▸ **Information shown**:
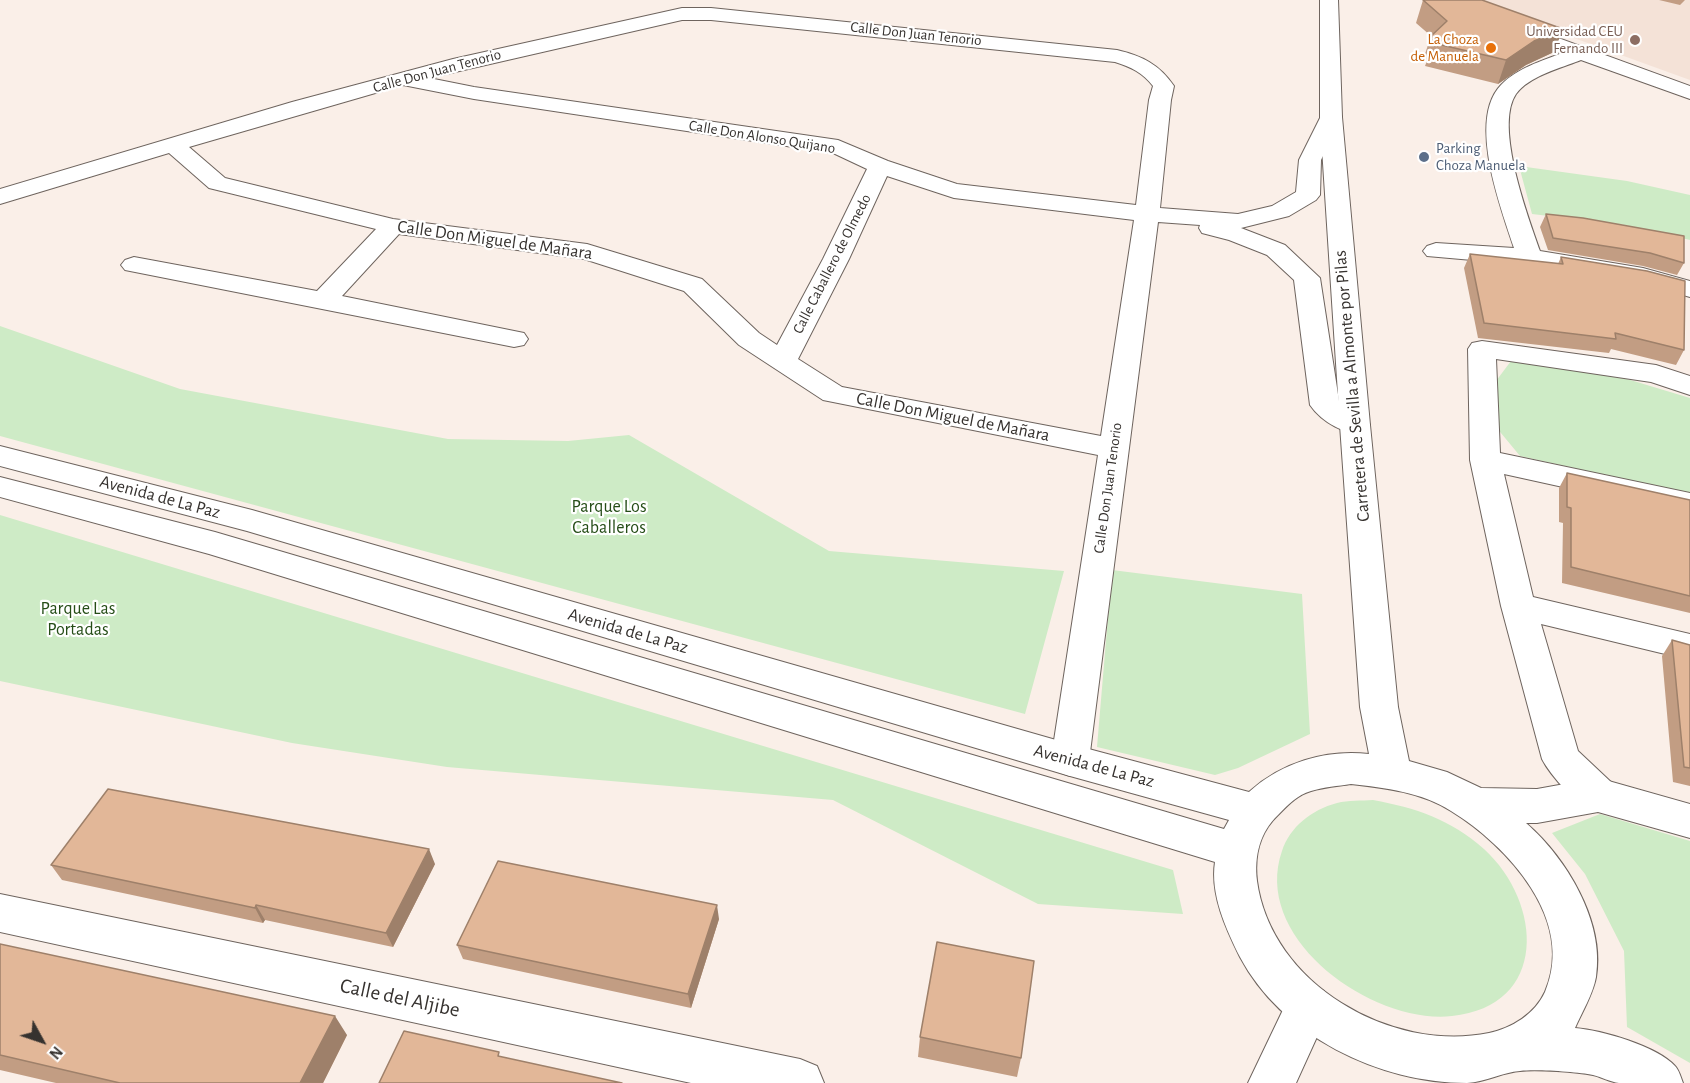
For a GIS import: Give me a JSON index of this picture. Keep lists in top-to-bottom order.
{
  "streets": {
    "street": [
      "Calle Don Juan Tenorio",
      "Calle Don Alonso Quijano",
      "Calle Don Miguel de Mañara",
      "Calle Caballero de Olmedo",
      "Carretera de Sevilla a Almonte por Pilas",
      "Avenida de La Paz",
      "Calle del Aljibe"
    ]
  },
  "crossings": [
    ["Calle Don Juan Tenorio", "Calle Don Alonso Quijano"],
    ["Calle Don Juan Tenorio", "Calle Don Miguel de Mañara"],
    ["Calle Don Juan Tenorio", "Avenida de La Paz"],
    ["Calle Don Alonso Quijano", "Calle Caballero de Olmedo"],
    ["Calle Don Miguel de Mañara", "Calle Caballero de Olmedo"]
  ],
  "parks": ["Parque Los Caballeros", "Parque Las Portadas"],
  "places": ["Universidad CEU Fernando III", "La Choza de Manuela", "Parking Choza Manuela"],
  "north": "bottom right"
}
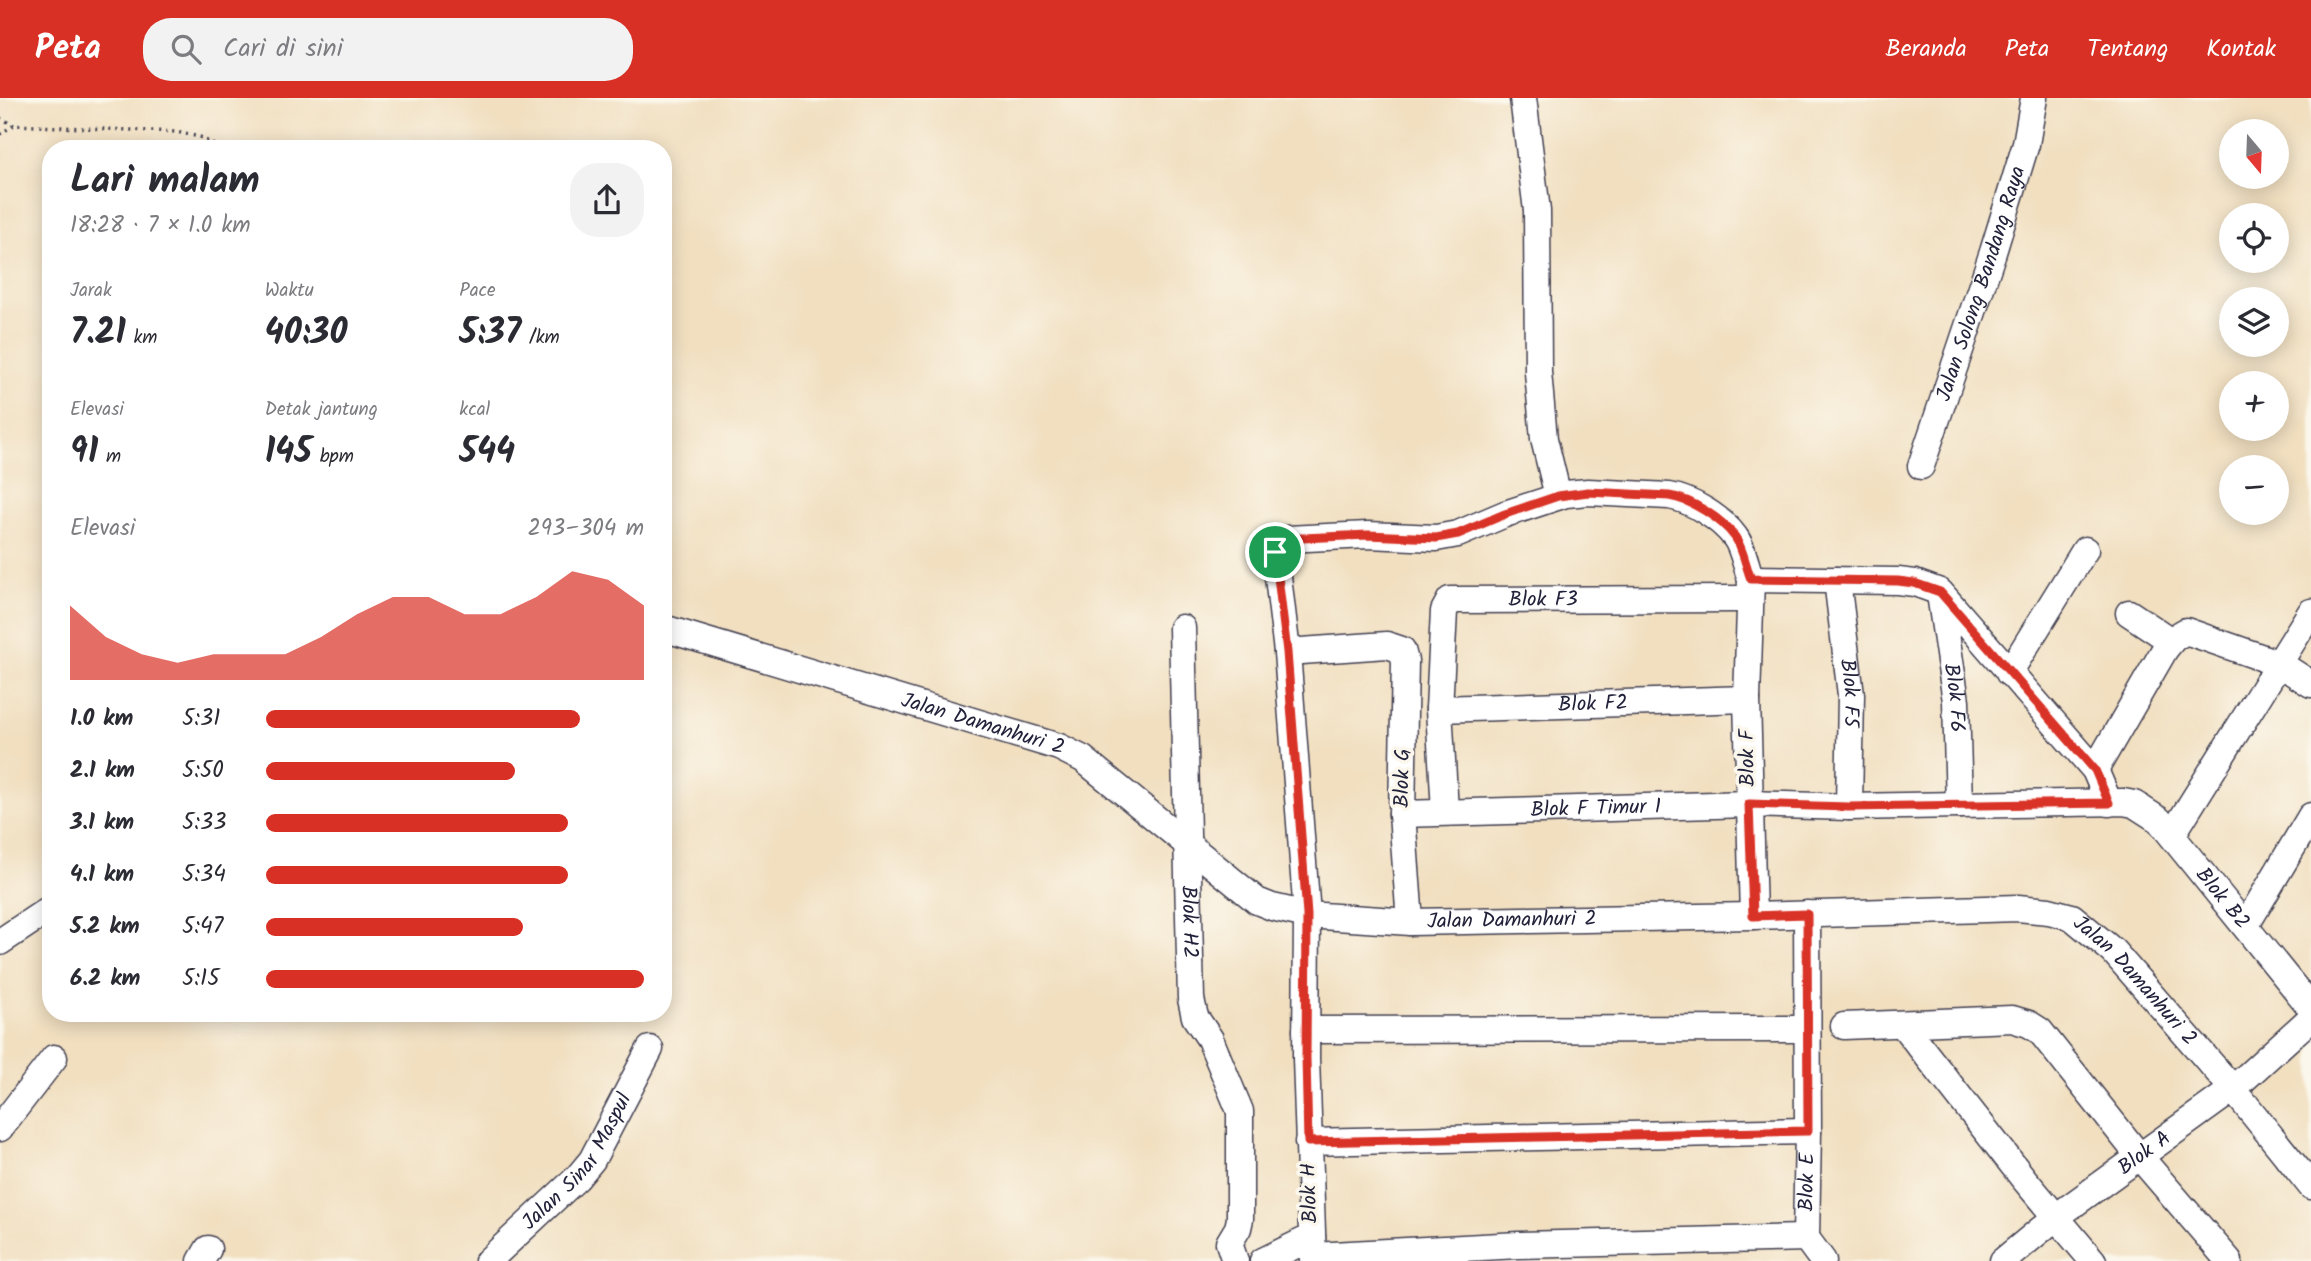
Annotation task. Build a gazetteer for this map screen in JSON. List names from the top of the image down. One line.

▸ **What needs to be done**: Repeat the records above word for word, apart from the pictures.

▸ **Response box**:
For a GIS import: Give me a JSON index of this picture. Keep lists in top-to-bottom order.
{
  "streets": {
    "street": [
      "Calle Don Juan Tenorio",
      "Calle Don Alonso Quijano",
      "Calle Don Miguel de Mañara",
      "Calle Caballero de Olmedo",
      "Carretera de Sevilla a Almonte por Pilas",
      "Avenida de La Paz",
      "Calle del Aljibe"
    ]
  },
  "crossings": [
    ["Calle Don Juan Tenorio", "Calle Don Alonso Quijano"],
    ["Calle Don Juan Tenorio", "Calle Don Miguel de Mañara"],
    ["Calle Don Juan Tenorio", "Avenida de La Paz"],
    ["Calle Don Alonso Quijano", "Calle Caballero de Olmedo"],
    ["Calle Don Miguel de Mañara", "Calle Caballero de Olmedo"]
  ],
  "parks": ["Parque Los Caballeros", "Parque Las Portadas"],
  "places": ["Universidad CEU Fernando III", "La Choza de Manuela", "Parking Choza Manuela"],
  "north": "bottom right"
}
Annotation task. Build a gazetteer for this map screen in JSON. List names from the top of the image down. One line.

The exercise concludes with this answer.